Posted by amanda on Wednesday, March 7, 2007 at 6:33pm.

Hi, I am a senior in High School having a really difficult time with two problems. I have to prove using the trigonometric identities that they equal each other but I am having a really hard time trying to get them to equal each other. I've spent over 2 hours trying to get these two problems right but I can't. I don't know if the math problems themselves are working because there is some error or that I am just doing them wrong (even though I've spent a long time trying various methods to get them correct). So I was wondering if someone could help me really soon.
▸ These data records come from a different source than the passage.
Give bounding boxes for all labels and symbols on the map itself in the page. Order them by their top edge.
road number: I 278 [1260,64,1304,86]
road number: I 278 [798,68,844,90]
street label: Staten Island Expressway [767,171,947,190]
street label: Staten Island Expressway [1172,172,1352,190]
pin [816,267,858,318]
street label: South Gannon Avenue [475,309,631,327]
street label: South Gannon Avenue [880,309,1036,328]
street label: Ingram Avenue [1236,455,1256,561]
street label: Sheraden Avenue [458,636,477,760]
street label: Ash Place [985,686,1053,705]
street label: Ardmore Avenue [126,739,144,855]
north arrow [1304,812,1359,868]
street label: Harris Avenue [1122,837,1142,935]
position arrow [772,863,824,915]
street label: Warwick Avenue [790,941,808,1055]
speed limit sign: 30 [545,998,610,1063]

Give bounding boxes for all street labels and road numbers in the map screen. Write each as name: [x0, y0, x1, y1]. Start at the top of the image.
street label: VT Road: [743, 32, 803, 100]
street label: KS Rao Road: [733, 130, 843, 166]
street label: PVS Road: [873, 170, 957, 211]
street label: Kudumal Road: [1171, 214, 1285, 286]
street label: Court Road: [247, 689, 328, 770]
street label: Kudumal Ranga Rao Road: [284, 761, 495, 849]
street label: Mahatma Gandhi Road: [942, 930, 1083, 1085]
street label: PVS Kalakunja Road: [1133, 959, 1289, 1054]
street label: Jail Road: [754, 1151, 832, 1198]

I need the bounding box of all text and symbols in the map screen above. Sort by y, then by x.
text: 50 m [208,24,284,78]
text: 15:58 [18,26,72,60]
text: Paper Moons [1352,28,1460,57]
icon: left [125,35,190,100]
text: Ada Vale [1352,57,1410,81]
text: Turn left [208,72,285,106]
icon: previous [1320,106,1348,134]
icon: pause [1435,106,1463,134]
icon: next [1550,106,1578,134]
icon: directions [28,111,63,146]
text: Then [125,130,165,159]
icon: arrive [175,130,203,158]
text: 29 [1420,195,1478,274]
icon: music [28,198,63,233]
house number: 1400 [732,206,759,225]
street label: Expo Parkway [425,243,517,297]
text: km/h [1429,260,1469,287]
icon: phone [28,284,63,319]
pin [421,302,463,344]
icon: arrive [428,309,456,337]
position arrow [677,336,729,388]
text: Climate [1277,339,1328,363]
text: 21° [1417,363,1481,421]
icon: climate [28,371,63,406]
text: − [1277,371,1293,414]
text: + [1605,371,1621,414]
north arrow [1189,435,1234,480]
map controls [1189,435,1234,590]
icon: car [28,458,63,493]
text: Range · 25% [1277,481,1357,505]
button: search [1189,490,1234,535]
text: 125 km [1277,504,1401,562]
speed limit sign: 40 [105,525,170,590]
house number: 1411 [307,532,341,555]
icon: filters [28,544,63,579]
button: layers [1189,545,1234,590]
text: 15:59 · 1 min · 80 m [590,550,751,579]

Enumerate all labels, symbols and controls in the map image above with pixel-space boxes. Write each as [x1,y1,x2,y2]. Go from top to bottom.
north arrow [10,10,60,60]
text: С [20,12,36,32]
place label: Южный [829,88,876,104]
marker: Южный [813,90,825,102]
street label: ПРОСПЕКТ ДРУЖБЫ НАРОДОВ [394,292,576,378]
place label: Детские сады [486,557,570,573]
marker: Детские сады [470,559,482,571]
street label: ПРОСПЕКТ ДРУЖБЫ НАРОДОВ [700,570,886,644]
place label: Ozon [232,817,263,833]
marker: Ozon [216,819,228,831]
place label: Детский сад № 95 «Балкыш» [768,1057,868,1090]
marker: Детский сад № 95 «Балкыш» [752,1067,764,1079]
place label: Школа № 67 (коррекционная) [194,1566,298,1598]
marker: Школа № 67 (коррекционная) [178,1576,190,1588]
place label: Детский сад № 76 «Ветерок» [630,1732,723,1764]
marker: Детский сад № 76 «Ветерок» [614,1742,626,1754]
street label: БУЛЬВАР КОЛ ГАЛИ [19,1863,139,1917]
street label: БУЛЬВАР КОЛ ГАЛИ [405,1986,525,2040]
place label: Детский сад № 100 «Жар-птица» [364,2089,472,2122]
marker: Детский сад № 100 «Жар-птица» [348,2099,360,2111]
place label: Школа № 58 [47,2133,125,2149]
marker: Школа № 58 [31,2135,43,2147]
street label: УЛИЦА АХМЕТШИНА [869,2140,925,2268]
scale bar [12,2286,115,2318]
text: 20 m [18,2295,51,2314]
Here are the problems:
Thank you so much!

1: (1+Cotx)^2/Tanx = CosxCsc^3x + 2Cot^2x

2: Cosx/1-Sinx - Tanx = Secx

#2:

Here are some basic trig identities to help with this problem.

sin^2x + cos^2x = 1
secx = 1/cosx
tanx = sinx/cosx

Let's try to get the left side to look like the right side.

cosx/(1-sinx) - tanx =

cosx/(1-sinx) - sinx/cosx =

Common denominator is: (1-sinx)(cosx)

Therefore:
cos^2x/(1-sinx)(cosx) - sinx(1-sinx)/(1-sinx)(cosx) =

[cos^2x - (sinx - sin^2x)]/(1-sinx)(cosx) =

(cos^2x + sin^2x - sinx)/(1-sinx)(cosx) =

(1 - sinx)/(1-sinx)(cosx) =

1/cosx =

secx = secx

I hope this helps with this one; perhaps someone else can help with the first problem.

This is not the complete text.